Assignment
Starting at the first line of the entries below, please return exactly each line up to and including the one with "display:grid; place-items:center; width:63px;"; pictures stay out.

Extracted material
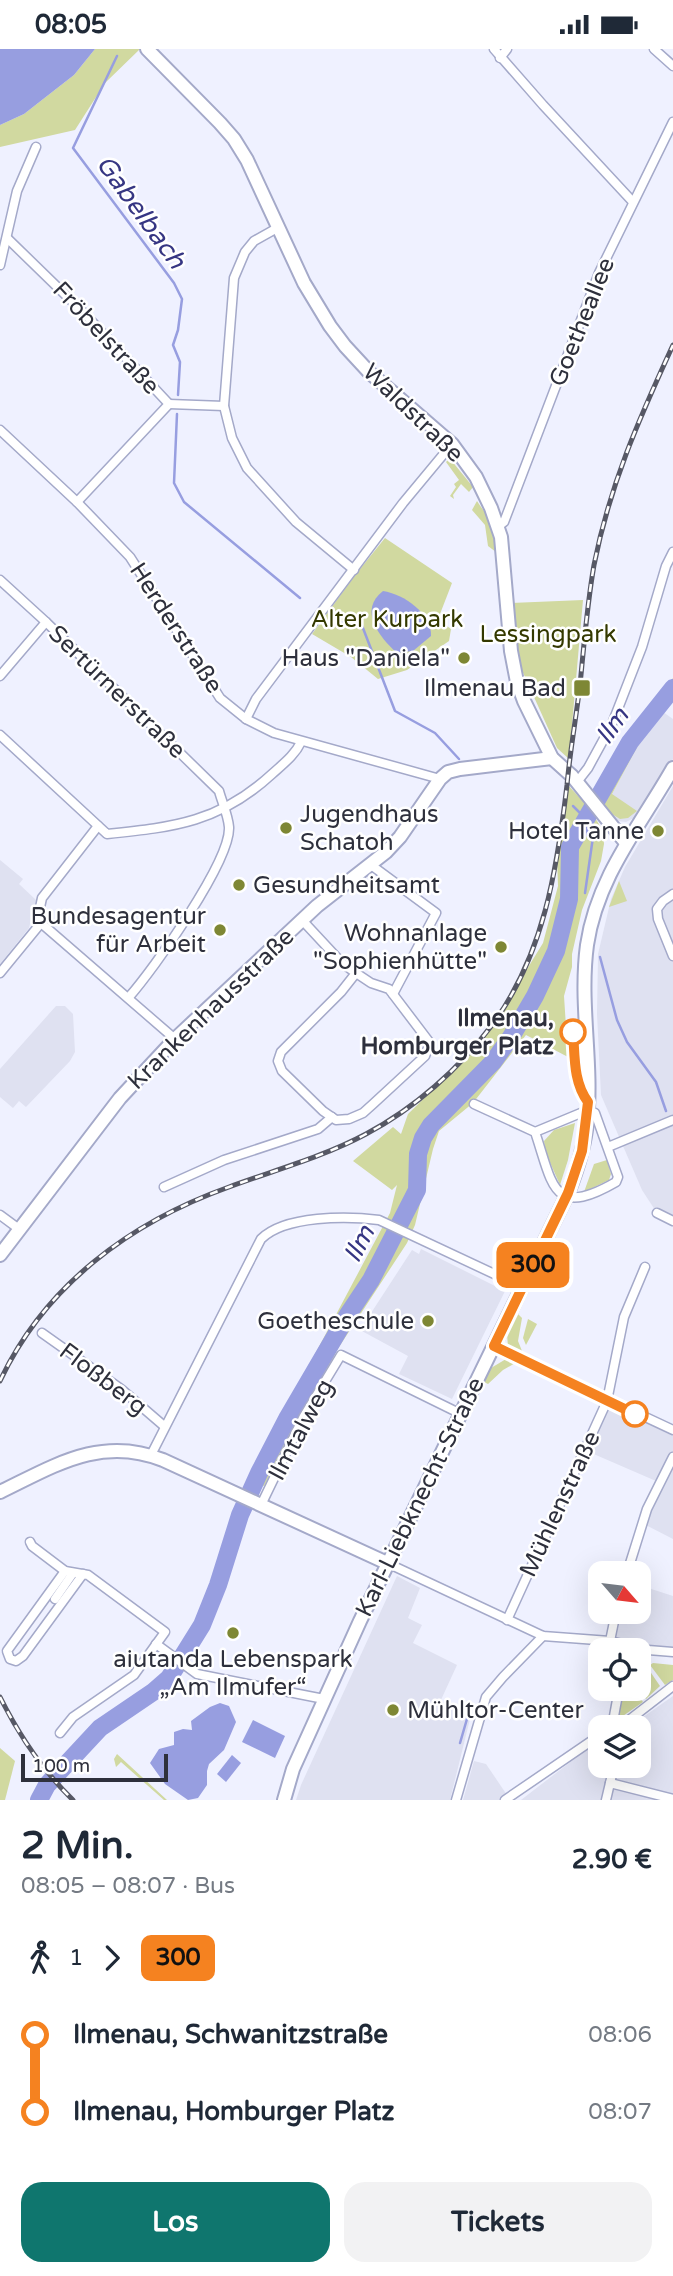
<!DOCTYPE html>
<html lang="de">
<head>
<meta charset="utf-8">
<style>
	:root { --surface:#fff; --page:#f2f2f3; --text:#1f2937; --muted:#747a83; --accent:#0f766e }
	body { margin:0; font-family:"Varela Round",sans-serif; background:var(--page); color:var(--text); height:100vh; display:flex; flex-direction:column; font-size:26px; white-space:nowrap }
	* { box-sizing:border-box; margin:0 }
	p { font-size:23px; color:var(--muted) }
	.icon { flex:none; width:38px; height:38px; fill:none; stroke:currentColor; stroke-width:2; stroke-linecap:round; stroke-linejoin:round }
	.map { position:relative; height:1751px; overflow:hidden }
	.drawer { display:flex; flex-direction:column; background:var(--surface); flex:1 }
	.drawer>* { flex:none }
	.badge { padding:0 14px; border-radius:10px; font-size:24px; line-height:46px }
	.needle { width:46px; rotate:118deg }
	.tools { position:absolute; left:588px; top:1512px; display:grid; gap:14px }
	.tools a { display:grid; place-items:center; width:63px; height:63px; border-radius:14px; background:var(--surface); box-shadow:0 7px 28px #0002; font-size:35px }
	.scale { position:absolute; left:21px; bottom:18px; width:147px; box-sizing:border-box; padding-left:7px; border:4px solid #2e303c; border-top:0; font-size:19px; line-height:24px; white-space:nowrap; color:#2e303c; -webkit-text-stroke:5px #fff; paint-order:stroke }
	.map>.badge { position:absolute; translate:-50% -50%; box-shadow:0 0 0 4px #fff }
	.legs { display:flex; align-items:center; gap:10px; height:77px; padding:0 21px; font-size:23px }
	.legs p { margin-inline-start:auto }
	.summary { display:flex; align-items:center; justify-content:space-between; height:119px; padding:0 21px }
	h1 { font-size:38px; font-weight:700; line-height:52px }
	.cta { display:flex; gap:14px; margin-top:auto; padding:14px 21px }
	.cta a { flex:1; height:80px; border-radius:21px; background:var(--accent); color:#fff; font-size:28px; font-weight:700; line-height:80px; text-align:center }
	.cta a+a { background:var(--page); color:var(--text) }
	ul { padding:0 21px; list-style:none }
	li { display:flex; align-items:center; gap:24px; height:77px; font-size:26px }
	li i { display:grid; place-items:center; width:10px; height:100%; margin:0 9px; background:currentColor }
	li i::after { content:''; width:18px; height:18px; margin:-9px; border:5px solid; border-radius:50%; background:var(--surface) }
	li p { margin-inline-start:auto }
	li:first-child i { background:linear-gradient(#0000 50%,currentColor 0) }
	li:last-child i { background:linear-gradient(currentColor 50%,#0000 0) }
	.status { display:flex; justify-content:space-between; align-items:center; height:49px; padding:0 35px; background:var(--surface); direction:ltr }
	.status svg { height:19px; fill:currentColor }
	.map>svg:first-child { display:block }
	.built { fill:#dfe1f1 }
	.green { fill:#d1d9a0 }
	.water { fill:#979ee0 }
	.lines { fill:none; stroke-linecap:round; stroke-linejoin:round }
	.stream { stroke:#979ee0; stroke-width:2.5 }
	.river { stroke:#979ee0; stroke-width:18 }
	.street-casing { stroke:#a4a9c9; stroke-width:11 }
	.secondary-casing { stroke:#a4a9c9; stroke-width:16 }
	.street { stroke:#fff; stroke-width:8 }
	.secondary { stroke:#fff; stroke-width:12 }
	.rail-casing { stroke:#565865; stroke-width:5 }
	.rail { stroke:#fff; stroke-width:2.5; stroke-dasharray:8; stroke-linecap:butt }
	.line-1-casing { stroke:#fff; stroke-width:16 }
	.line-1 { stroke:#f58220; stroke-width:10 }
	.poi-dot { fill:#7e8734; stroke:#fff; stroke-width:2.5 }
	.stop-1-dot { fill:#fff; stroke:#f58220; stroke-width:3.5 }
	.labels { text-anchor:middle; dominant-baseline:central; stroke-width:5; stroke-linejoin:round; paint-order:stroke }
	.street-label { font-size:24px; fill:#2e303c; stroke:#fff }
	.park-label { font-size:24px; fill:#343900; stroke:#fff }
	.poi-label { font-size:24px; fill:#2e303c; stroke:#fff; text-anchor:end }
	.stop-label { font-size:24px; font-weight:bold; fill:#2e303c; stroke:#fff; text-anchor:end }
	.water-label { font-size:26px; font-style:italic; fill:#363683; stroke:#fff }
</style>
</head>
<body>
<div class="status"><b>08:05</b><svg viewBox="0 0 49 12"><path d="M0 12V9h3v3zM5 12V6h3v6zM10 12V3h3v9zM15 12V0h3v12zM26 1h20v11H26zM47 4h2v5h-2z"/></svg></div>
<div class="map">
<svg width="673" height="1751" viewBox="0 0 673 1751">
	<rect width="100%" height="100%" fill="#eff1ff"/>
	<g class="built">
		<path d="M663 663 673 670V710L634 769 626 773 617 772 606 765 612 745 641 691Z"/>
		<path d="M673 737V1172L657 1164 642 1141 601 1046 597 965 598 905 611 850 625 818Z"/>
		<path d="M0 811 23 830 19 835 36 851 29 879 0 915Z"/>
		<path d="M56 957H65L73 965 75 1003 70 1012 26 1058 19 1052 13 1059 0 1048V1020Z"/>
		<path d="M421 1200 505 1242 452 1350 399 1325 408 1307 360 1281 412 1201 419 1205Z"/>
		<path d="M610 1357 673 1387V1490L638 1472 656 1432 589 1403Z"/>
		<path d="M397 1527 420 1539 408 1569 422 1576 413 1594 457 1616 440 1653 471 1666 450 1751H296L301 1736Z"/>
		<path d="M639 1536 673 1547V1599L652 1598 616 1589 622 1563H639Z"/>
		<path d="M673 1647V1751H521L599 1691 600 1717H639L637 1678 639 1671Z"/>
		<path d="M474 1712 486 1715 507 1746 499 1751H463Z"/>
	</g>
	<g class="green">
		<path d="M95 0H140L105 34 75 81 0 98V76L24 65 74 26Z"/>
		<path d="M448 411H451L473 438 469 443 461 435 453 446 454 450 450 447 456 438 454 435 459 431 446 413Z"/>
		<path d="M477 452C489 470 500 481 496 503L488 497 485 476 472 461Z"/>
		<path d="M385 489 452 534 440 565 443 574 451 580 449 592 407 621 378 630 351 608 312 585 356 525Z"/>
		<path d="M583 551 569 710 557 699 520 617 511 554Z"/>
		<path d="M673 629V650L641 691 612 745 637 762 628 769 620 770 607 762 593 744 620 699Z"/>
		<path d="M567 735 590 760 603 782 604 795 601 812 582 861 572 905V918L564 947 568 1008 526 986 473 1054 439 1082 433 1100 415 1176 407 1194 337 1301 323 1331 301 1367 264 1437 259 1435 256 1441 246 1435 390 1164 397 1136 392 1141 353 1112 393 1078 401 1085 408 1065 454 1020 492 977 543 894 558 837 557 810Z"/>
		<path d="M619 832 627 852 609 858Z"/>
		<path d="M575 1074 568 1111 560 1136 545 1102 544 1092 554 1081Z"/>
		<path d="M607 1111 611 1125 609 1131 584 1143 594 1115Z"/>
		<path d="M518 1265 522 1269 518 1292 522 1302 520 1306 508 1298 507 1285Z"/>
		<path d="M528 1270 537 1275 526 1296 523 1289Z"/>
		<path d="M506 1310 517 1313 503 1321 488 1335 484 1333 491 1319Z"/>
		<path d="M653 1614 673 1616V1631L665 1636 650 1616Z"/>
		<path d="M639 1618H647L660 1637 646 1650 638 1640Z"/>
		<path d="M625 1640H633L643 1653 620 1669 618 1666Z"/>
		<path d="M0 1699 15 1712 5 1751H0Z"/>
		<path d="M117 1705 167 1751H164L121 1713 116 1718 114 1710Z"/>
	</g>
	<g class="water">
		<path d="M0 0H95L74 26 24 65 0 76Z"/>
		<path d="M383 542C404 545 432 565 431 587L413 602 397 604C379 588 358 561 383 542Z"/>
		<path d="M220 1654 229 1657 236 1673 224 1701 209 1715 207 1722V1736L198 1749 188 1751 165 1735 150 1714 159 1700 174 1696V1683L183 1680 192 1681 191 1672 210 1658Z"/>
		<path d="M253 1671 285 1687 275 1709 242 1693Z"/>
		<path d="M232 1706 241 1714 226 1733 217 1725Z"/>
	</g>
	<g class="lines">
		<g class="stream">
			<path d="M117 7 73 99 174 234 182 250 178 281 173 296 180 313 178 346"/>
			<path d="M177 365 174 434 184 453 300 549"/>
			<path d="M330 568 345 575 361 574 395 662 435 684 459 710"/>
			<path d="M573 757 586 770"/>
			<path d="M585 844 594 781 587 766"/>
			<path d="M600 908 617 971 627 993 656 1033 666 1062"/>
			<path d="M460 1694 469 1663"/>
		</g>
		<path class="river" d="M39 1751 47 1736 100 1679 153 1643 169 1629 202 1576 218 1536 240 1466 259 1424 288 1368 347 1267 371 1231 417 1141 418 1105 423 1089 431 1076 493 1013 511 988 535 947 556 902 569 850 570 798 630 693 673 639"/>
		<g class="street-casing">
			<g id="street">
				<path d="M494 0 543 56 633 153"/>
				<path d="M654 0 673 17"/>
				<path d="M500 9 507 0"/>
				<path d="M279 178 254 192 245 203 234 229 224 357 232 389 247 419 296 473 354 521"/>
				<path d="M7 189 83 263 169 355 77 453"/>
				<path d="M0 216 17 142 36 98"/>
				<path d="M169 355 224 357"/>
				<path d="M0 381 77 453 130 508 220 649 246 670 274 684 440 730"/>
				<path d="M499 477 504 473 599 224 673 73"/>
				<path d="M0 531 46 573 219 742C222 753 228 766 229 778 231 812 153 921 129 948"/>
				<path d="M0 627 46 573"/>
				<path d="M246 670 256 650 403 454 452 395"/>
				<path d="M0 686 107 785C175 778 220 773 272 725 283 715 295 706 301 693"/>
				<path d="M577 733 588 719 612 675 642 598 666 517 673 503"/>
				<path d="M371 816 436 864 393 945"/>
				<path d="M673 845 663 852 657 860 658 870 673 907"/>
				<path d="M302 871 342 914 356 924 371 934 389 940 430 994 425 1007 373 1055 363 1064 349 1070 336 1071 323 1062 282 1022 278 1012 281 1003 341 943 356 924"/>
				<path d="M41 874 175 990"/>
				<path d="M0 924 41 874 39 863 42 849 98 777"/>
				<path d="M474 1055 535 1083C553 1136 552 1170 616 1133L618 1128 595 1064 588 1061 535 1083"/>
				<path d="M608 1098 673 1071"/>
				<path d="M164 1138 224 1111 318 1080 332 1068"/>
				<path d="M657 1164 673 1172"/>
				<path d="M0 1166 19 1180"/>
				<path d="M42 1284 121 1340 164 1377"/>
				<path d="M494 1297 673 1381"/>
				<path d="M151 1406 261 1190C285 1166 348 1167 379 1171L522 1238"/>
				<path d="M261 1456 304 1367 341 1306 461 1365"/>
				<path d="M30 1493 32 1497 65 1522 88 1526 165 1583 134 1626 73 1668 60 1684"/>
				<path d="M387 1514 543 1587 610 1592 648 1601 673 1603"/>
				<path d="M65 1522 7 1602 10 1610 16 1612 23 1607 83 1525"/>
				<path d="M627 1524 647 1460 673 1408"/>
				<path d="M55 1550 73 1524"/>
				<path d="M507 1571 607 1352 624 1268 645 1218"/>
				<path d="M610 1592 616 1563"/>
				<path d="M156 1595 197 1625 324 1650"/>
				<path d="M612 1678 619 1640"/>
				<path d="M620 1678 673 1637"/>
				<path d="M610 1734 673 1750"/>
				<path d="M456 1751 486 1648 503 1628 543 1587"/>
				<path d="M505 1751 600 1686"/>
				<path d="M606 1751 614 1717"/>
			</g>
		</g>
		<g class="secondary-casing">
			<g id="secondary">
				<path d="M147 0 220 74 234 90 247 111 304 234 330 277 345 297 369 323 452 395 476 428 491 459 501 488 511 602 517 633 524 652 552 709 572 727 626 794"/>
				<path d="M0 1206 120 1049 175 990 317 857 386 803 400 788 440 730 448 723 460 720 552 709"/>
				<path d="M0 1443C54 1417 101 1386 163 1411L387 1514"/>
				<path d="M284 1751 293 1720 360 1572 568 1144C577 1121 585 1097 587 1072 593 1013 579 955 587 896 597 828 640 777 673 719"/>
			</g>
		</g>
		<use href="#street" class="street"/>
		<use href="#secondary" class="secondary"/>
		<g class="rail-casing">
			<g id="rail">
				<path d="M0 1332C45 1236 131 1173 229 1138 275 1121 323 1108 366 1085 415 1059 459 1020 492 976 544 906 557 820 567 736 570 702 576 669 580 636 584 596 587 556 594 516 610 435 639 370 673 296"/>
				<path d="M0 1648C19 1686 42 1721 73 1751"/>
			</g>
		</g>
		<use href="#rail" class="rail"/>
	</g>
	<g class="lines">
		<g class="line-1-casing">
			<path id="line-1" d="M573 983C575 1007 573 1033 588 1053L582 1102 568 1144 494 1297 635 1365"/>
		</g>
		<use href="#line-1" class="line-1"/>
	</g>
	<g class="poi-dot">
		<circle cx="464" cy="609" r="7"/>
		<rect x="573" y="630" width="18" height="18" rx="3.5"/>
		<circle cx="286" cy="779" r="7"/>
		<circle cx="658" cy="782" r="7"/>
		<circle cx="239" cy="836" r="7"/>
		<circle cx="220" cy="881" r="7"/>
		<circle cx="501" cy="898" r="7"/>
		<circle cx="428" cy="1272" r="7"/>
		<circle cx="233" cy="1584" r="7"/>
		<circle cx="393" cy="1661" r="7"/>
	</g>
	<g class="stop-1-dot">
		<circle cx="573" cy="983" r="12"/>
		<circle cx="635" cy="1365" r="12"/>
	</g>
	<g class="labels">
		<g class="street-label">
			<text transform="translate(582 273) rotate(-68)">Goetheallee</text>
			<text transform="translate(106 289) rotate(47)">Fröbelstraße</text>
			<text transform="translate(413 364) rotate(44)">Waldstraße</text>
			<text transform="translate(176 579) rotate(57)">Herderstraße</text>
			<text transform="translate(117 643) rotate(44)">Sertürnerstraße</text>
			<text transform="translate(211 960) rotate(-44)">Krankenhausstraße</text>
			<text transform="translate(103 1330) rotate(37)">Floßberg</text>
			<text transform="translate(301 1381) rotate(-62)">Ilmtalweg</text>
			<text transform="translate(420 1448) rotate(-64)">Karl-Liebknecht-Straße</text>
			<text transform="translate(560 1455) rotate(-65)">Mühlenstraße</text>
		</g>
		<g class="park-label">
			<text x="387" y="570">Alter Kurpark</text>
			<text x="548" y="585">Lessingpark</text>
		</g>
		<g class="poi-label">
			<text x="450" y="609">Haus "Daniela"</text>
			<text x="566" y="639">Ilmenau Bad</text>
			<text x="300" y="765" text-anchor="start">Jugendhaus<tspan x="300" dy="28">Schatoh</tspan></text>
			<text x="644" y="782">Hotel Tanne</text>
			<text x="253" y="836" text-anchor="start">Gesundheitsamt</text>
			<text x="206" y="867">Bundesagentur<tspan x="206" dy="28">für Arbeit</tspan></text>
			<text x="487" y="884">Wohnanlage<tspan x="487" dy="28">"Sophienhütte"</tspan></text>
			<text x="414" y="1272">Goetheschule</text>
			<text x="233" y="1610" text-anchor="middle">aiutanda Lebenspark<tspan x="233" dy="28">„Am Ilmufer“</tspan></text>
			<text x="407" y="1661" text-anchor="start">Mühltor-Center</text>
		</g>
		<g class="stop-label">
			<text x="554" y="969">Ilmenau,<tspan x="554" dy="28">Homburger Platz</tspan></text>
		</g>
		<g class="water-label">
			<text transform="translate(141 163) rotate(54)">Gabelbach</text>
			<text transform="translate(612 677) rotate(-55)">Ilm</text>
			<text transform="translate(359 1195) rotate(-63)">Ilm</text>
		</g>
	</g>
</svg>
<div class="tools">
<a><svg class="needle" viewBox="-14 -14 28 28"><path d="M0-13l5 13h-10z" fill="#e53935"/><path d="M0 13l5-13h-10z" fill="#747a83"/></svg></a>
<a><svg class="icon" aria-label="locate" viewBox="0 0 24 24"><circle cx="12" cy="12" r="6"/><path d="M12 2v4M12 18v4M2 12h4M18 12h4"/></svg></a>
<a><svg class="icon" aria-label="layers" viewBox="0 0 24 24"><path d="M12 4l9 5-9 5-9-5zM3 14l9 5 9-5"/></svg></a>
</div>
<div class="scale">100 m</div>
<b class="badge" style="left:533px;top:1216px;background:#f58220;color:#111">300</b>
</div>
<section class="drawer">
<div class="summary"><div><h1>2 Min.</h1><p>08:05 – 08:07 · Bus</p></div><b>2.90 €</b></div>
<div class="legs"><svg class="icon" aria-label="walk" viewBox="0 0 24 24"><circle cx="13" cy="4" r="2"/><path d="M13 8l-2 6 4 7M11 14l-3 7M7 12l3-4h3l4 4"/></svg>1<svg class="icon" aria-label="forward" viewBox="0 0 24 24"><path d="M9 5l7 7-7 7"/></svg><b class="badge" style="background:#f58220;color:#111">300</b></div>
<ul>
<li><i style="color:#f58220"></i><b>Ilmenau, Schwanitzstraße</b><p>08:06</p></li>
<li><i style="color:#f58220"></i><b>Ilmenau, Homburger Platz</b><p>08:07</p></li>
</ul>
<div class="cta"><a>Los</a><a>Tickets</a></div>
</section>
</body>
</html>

Reply to the task
<!DOCTYPE html>
<html lang="de">
<head>
<meta charset="utf-8">
<style>
	:root { --surface:#fff; --page:#f2f2f3; --text:#1f2937; --muted:#747a83; --accent:#0f766e }
	body { margin:0; font-family:"Varela Round",sans-serif; background:var(--page); color:var(--text); height:100vh; display:flex; flex-direction:column; font-size:26px; white-space:nowrap }
	* { box-sizing:border-box; margin:0 }
	p { font-size:23px; color:var(--muted) }
	.icon { flex:none; width:38px; height:38px; fill:none; stroke:currentColor; stroke-width:2; stroke-linecap:round; stroke-linejoin:round }
	.map { position:relative; height:1751px; overflow:hidden }
	.drawer { display:flex; flex-direction:column; background:var(--surface); flex:1 }
	.drawer>* { flex:none }
	.badge { padding:0 14px; border-radius:10px; font-size:24px; line-height:46px }
	.needle { width:46px; rotate:118deg }
	.tools { position:absolute; left:588px; top:1512px; display:grid; gap:14px }
	.tools a { display:grid; place-items:center; width:63px; height:63px; border-radius:14px; background:var(--surface); box-shadow:0 7px 28px #0002; font-size:35px }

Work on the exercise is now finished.